The GSM digital cellular standard is rapidly gaining ground worldwide and recently reached 44 million subscribers, according to the GSM MoU Association, a group of worldwide GSM providers. Some analysts agree that the figures are accurate - but maintain that the world will turn to the rival CDMA in the next five years.
"GSM will be a standard in Europe for a few years," says Guilia Rancati, an analyst at International Data Corp. in London. "However, within five years, CDMA should be the standard worldwide."
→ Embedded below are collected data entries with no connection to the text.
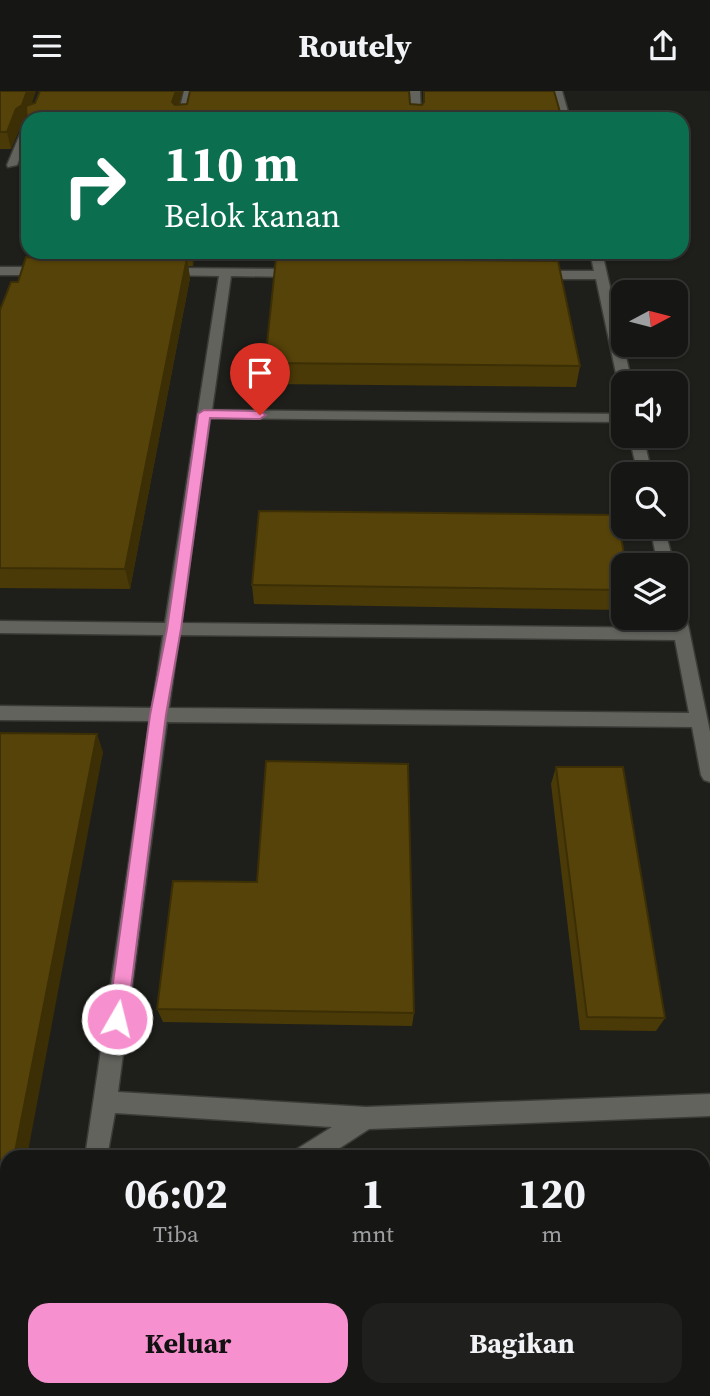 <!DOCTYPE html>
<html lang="id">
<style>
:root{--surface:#161714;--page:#1f201d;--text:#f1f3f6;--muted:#9e9fa0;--line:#353634;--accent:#f790ce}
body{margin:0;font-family:"Source Serif 4",serif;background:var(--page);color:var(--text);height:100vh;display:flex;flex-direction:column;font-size:26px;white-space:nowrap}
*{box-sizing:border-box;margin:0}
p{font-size:23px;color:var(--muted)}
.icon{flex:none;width:38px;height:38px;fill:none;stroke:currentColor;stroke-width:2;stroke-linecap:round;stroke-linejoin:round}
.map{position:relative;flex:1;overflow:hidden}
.side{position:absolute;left:0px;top:1059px;width:710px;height:247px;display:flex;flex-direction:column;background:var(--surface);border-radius:21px 21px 0 0;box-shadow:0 2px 5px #0004,0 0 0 2px var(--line)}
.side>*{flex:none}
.top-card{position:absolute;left:21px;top:21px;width:668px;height:147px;border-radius:21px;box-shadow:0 2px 5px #0004,0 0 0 2px var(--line);background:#0b6e4f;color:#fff;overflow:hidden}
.needle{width:46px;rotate:83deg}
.fabs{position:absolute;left:611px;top:189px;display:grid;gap:14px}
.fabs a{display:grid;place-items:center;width:77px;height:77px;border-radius:14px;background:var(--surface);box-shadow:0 2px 5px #0004,0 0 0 2px var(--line);font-size:35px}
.pin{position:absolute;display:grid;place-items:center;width:60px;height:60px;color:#fff;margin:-72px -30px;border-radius:50% 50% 50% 0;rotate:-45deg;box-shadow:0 0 7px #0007}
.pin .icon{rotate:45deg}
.me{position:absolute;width:77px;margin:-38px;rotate:8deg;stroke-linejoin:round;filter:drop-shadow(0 0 5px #0008)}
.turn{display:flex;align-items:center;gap:24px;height:147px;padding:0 28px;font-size:32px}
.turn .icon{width:91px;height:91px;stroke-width:2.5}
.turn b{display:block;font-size:49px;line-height:60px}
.eta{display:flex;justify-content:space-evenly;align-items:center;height:119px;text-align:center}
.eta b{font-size:42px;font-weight:700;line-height:49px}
.primary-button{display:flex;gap:14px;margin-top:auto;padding:14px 28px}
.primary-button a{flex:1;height:80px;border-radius:21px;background:var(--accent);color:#111;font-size:28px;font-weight:700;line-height:80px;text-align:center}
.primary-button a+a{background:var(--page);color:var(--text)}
header{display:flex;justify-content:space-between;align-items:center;height:91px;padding:0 28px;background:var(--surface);font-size:32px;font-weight:700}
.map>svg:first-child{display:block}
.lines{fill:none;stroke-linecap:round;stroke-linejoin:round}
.minor-casing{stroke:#3b3c38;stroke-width:3}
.minor{fill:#62635d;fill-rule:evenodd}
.wall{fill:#4a3a08}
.shaded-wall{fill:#3c2f06}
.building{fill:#564309;stroke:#3c2f06;stroke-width:2}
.route{fill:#f790ce;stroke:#a15e86;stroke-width:2}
</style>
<header><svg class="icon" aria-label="menu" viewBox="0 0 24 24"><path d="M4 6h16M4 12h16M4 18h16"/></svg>Routely<svg class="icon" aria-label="share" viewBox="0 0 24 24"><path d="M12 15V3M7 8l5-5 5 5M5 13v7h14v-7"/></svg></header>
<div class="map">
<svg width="710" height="1305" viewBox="0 0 710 1305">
<rect width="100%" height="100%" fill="#1e1f1a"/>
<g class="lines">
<defs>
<g id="minor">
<polygon points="184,0 194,0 187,28 177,28"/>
<polygon points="410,0 420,0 421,28 411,28"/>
<polygon points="552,0 562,0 570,28 560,28"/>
<polygon points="28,33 28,48 17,74 8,76 7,74 23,36"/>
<polygon points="590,161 602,161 632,292 623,292 623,296 618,292 596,188 538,188 532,184 538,180 594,180"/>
<polygon points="0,176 45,176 51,180 45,184 0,184"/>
<path d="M167,177L297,178L303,182L297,186L231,185L212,319L623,323V331L210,327L181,532L672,537L671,527H676V508L684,514L710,641V691L704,689L701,684L692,636L167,631L118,1001L366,1016L710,1003V1025L369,1038L326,1066H294L297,1058L332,1036L115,1022L107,1066H85L150,630L0,629V615L152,617L163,544L0,542V530L165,532L219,185L163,184V178ZM179,544L675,549L689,622L169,617Z"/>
<polygon points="629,345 643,345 652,383 638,383"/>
<polygon points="650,436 664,436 674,474 658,474"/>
<polygon points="7,1242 7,1268 0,1271 0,1245"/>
</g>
</defs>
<!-- minor casing -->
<use href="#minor" class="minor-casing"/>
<!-- minor -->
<use href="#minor" class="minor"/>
</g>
<!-- wall -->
<g class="wall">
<polygon points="0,0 32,13 183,0 179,14 422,14 423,13 423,0 554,0 562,28 28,28 28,58 27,58 23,41 26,31 21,35 11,58 0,58"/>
<polygon points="33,161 555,161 554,170 580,275 576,296 267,293 265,272 276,168 194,167 193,175 188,175 190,187 130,498 0,497 0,219 34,166"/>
<polygon points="623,474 623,519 254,513 252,494"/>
<polygon points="0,642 103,661 7,1066 7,1105 0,1105"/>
<polygon points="556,676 665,927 656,940 580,939 551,693"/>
<polygon points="157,918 414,922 412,935 163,931"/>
<polygon points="567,1298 704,1298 710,1305 568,1305"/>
</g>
<!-- shaded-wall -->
<g class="shaded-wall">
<polygon points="27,0 36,0 26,31 21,35 11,58 7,41 16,18"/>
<polygon points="176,0 183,0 174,27 172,11"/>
<polygon points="191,161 193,161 194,167 193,175"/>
<polygon points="187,167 190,187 130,498 125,478"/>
<polygon points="97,643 103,661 27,1066 14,1066"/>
</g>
<!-- building -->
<g class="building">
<polygon points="0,0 27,0 22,14 16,18 7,41 0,41"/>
<polygon points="40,0 176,0 172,11 175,14 187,13 190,0 409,0 410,13 422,14 424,11 424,0 554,0 562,28 28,28 28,41 23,41 27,31 26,15 35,12"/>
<polygon points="26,166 187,167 125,478 0,477 0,219 11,191 18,191"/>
<polygon points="276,167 558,170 580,275 265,272"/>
<polygon points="259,420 617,424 626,474 623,474 623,499 252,494"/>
<polygon points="0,642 97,643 14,1066 7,1066 7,1097 0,1097"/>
<polygon points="266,670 408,673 414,922 157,918 173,790 257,791"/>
<polygon points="556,676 623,676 665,927 587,926"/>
<polygon points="704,1082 710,1083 710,1305 576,1305 576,1298 704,1298"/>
</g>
<!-- route -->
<polygon class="route" points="204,319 260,320 266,324 260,328 210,327 181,538 166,624 127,928 124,934 117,937 111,934 108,928 150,624 167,538 198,323"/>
</svg>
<div class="fabs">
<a><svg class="needle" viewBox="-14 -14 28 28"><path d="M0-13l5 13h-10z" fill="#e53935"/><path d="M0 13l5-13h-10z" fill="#9e9fa0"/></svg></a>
<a><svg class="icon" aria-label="sound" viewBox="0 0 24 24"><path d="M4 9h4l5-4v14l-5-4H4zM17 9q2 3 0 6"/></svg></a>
<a><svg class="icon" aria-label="search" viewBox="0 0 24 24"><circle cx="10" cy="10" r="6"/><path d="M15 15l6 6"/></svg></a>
<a><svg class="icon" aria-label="layers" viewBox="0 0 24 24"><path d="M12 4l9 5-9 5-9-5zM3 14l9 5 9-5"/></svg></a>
</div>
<div class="pin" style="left:260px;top:324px;background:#d93025"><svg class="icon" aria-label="arrive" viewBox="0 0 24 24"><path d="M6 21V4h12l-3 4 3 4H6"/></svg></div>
<svg class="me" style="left:117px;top:928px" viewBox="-20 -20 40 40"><circle r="17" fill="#f790ce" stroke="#fff" stroke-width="3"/><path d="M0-11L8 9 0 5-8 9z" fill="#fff"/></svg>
<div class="top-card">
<div class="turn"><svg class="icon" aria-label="right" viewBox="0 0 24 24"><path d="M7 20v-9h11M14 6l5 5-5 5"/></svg><div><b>110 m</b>Belok kanan</div></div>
</div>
<section class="side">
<div class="eta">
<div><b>06:02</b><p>Tiba</p></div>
<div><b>1</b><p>mnt</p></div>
<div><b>120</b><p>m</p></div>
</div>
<div class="primary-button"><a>Keluar</a><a>Bagikan</a></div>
</section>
</div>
Gains in the number of GSM users in the US, which the GSM MoU puts at 500,000 total subscribers, will be offset by gains in CDMA users in the U.S. and Japan, Rancati said. However, even after five years, CDMA adoption in Europe will still trail the rest of the world, she said.
The reason most European cellular operators are reluctant to switch to CDMA is because there is such a large subscriber base of GSM users and a heavy investment in GSM transmission technology, Rancati says. However, cellular operators in Europe, such as Vodafone in the UK, are investing time and money into creating CDMA phones which are compatible with existing GSM networks, she said. This way, GSM and CDMA will be able to co-exist in Europe, she adds.
In Asia-Pacific and the US, however, CDMA will become the leading technology by far, Rancati says. "Japan is working hard to make CDMA a standard," Rancati says.
However, growth in GSM is still "quite strong," according to Rancati. The GSM MoU reports that 2 million customers worldwide are signing up for GSM service each month. In general, the mobile communications market is growing at impressive rates, Rancuti says.
By the end of 1997, IDC forecasts that there will be 167.6 million cellular subscribers worldwide, up from 132 million in 1996. By 2000, this figure is expected to reach 308.4 million, Rancati says.